Neo-liberalism of the 1970s ushers in the third era, characterized by a new class war (the war on drugs) and the reduction in the availability of licit and illicit drugs under the Controlled Substances Act of 1970. A “new diagnostic paradigm” that found drugs the answer for all disorders pushed back against the new control regime. Drug use increased, along with incarceration for working-class users.

The newly created Drug Enforcement Administration reduced the supply of heroin and marijuana but created a market for cocaine, which, according to Fong, “represents the neoliberal era quite well.” The wealthy treated it like “candy”, while poor and minority users were considered part of a drug “epidemic” and ended up in prison in far greater numbers than more affluent consumers.

We inhabit the fourth era, characterized by the end of neoliberalism. Without another dominant worldview to take its place, previously static categories have begun to break down (medicine/drug, legal/illegal, reputable/disreputable), and drug use is soaring. This is the “binge” of Fong’s title.

Fong has also structured Quick Fixes according to five “orienting claims” concerning the conditions that lead us to use drugs and our perceptions about them.

“Work structures ‘normal’ drug use into a dosing regimen”: we need drugs (uppers and downers) to make it through the workday. Abuse constitutes a regimen that affects our productivity negatively.

“Psychopharmacology is the science of treating atomization”: American life isolates us; for a century, the medical profession has assumed we need help coping with a culture that values individualism above collective experience and work over play.

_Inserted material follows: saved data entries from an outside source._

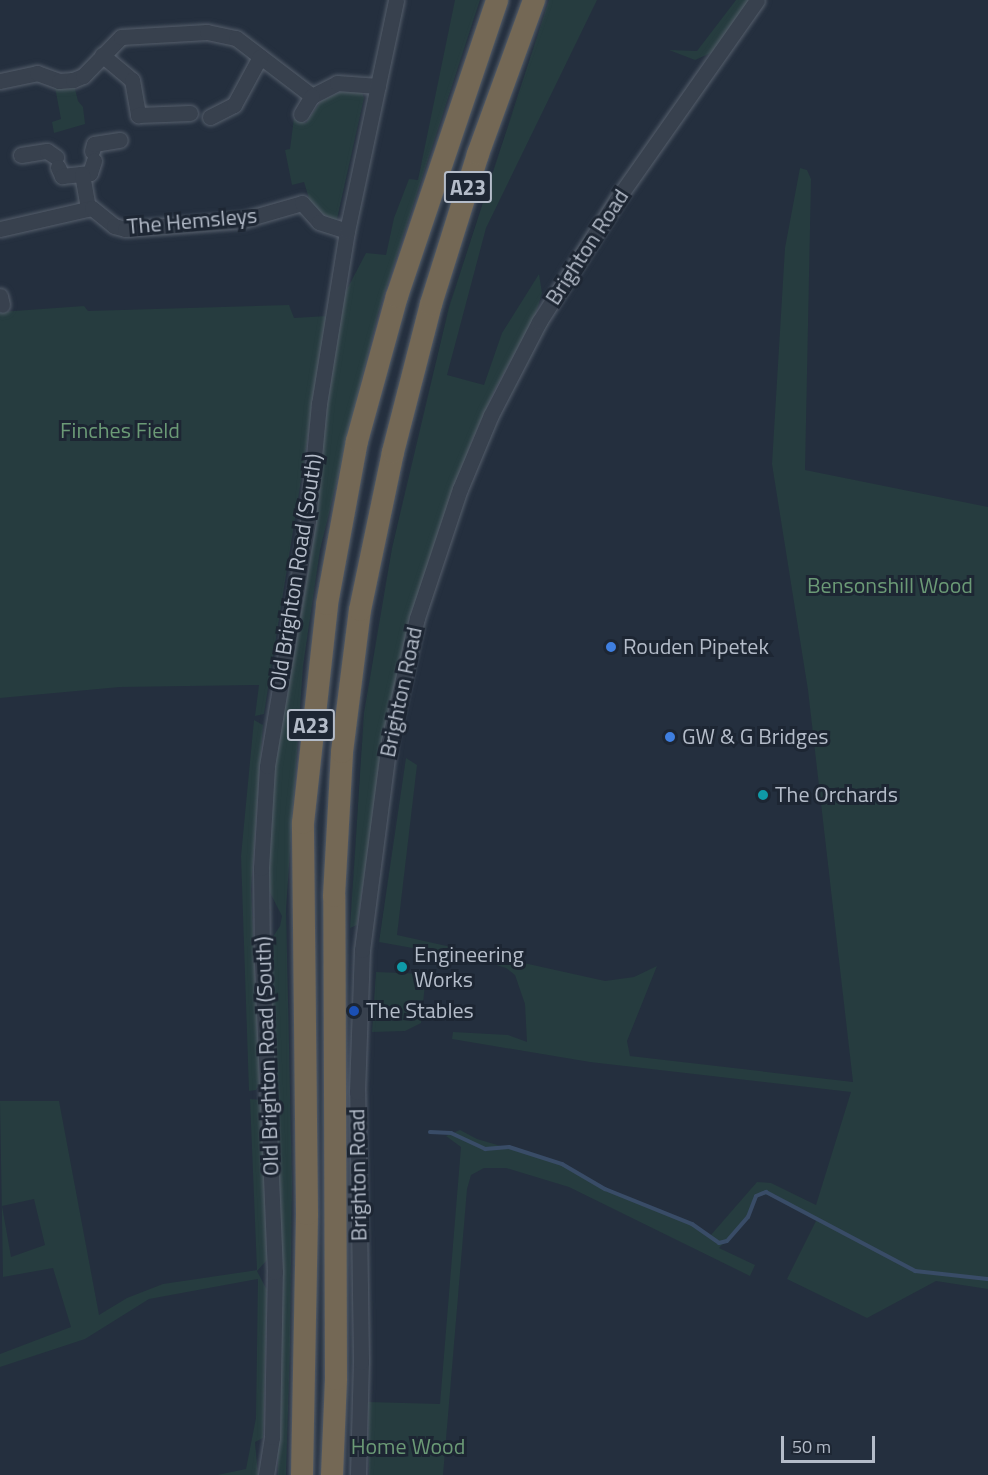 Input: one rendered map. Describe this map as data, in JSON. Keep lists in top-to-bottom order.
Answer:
{
  "streets": {
    "highway": ["A23"],
    "street": ["The Hemsleys", "Brighton Road", "Old Brighton Road (South)"]
  },
  "crossings": [
    ["The Hemsleys", "Old Brighton Road (South)"]
  ],
  "parks": ["Finches Field", "Bensonshill Wood", "Home Wood"],
  "places": [
    "Rouden Pipetek",
    "GW & G Bridges",
    "The Orchards",
    "Engineering Works",
    "The Stables"
  ],
  "scale_bar": "50 m"
} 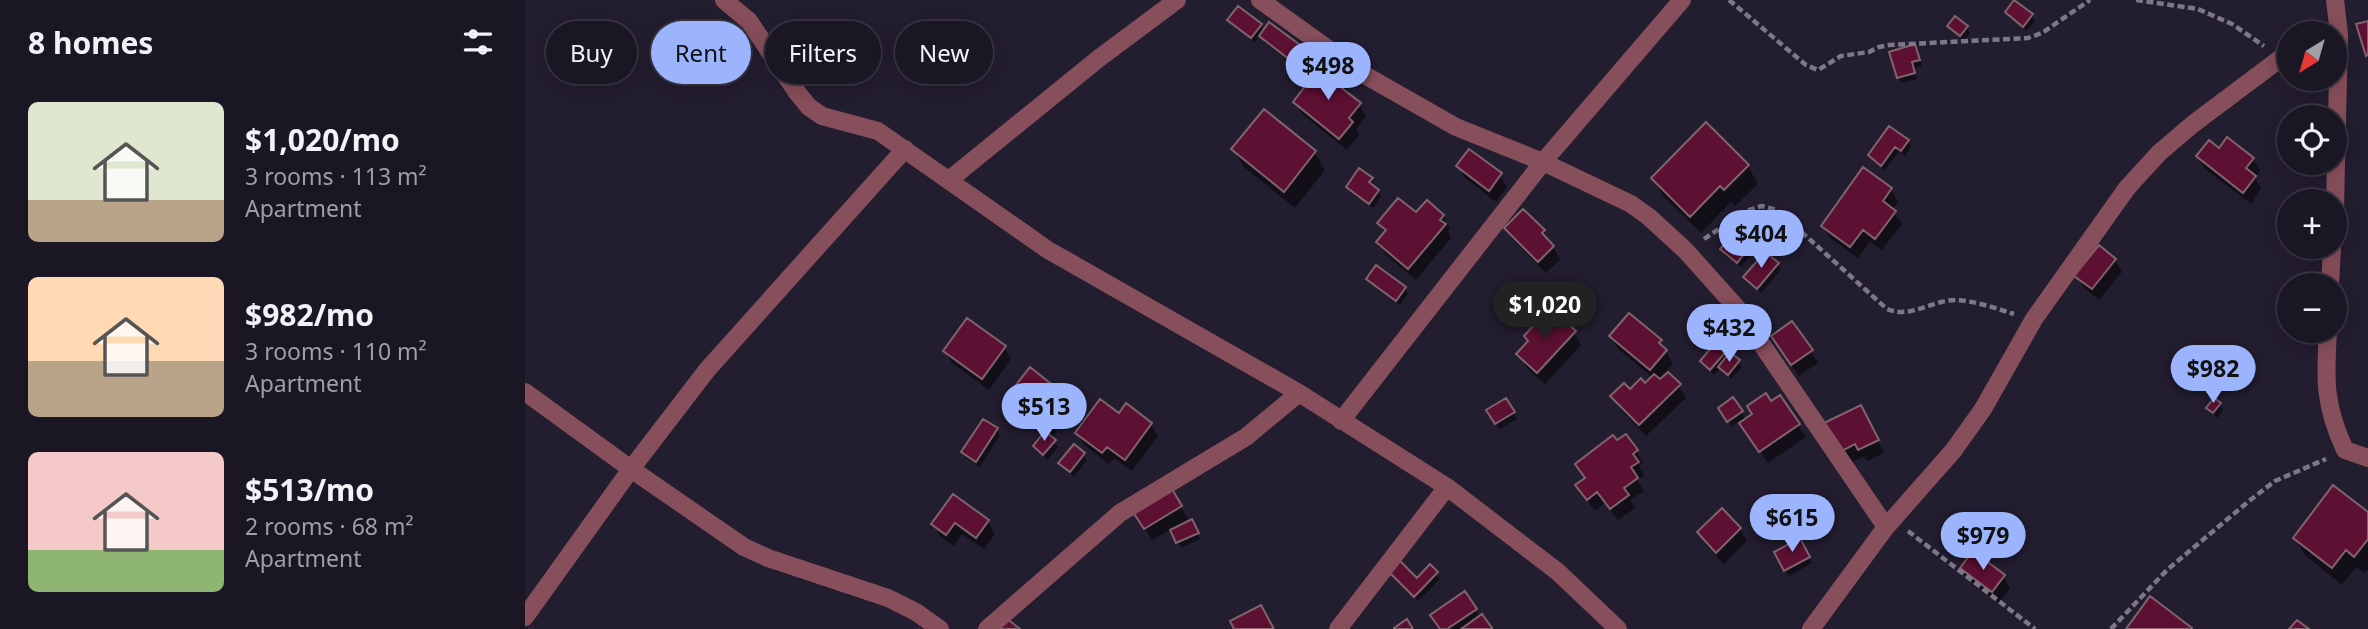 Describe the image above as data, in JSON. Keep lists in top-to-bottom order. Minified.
{"north":"bottom left","page":{"heading":"8 homes","map_buttons":["+","−"],"chip":["Buy","Rent","Filters","New"],"price":["$498","$404","$1,020","$432","$982","$513","$615","$979"],"list":[{"name":"$1,020/mo","note":"3 rooms · 113 m² · Apartment"},{"name":"$982/mo","note":"3 rooms · 110 m² · Apartment"},{"name":"$513/mo","note":"2 rooms · 68 m² · Apartment"}]}}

Americans now subscribe to “an ‘inherent illness’ model” that favors ongoing treatments based on risk factors over one-time interventions.

“Drug producers are typical capitalist organizations”: like all American corporations, they lobby or bribe, influence media representations of their businesses, ruthlessly work to eliminate competition, and market their wares or services without regard to benefits and harms.

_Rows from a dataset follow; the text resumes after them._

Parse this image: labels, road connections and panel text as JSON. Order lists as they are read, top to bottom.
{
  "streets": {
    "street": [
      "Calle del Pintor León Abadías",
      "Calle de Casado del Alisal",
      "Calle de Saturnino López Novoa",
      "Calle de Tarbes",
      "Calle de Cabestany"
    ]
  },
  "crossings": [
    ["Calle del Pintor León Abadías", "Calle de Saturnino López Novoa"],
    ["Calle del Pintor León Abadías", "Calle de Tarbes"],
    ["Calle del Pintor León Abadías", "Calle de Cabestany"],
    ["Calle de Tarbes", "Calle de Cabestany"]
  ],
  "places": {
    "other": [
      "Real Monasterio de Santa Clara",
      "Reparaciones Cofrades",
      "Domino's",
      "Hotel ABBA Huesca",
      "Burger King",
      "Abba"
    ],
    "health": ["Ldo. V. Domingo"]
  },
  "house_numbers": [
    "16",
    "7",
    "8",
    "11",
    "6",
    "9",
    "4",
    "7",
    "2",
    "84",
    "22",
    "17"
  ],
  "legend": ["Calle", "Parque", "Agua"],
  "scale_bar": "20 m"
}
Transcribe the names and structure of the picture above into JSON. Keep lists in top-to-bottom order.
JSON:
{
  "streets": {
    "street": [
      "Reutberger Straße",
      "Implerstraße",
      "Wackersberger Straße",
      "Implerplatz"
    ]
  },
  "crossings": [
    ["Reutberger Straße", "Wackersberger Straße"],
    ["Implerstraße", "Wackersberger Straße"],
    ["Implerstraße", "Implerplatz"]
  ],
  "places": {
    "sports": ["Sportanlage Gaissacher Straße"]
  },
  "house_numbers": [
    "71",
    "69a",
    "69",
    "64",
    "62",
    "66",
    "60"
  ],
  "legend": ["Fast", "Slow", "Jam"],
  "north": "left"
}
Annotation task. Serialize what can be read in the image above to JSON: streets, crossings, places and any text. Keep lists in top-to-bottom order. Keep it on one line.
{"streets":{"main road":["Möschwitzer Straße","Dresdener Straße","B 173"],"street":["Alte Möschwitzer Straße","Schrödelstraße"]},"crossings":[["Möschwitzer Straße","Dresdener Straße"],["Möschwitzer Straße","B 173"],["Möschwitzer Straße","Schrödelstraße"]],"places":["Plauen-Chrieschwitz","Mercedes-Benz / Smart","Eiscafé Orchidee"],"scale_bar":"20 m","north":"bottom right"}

“The difference between licit and illicit drugs is a class distinction”: who takes a drug is more important to its status than the drug itself. If you are “respectable”, your drug use is more likely to be accepted.

“Drug policy is not about drugs”: attempts to control substances are always attempts to control something else. Drug laws work to oppress minorities, justify the reduction of governmental benefits, or curtail freedoms.

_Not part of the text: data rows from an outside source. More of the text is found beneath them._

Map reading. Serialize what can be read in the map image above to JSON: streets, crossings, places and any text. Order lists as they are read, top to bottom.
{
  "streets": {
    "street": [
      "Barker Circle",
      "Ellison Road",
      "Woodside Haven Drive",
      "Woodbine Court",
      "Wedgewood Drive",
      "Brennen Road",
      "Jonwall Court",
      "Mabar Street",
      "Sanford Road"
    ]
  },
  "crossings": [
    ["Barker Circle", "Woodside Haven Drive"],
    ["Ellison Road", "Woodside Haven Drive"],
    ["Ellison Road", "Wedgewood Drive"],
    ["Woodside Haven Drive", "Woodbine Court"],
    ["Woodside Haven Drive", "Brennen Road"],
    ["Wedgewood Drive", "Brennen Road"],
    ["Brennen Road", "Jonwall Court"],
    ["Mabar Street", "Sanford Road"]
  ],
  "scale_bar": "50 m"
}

The essays on the nine drugs Fong examines, along with addenda on peyote and dissociative anesthetics (PCP and ketamine) and appendices for drug use trends and key dates, emphasize the breadth of US drug dependence, while the underlying narrative and orienting claims underscore its magnitude and tenacity.

How can we make the next century different? Fong says we have to give up the quick fixes of the book title. He defines these as attempts to solve our drug dependence by unsystematically targeting one or more symptoms from the perspective of one of the two poles—”prohibition and peddling”—between which all attempts at intervention have fallen.

Legalization and drug reform alone won’t work. Alcohol and tobacco, both legal, are the most deadly drugs in the country. The legal marijuana industry has followed the alcohol and tobacco business model, focusing on profits and market share, not on the well-being of consumers.

According to Fong, we need “a free relation to drugs”, one not biased by compulsion and judgement. And since drug dependence stems from “the more fundamental problem of social and economic inequality and alienation”, the way out is to make systematic changes there. For Fong, that means providing good jobs and universal healthcare.

It’s a tall order, but given the immense amounts of money, resources, and energy already wasted on various wars on drugs, not to mention government experimentation at home and military action abroad, why not channel our efforts toward actions and policies that might work?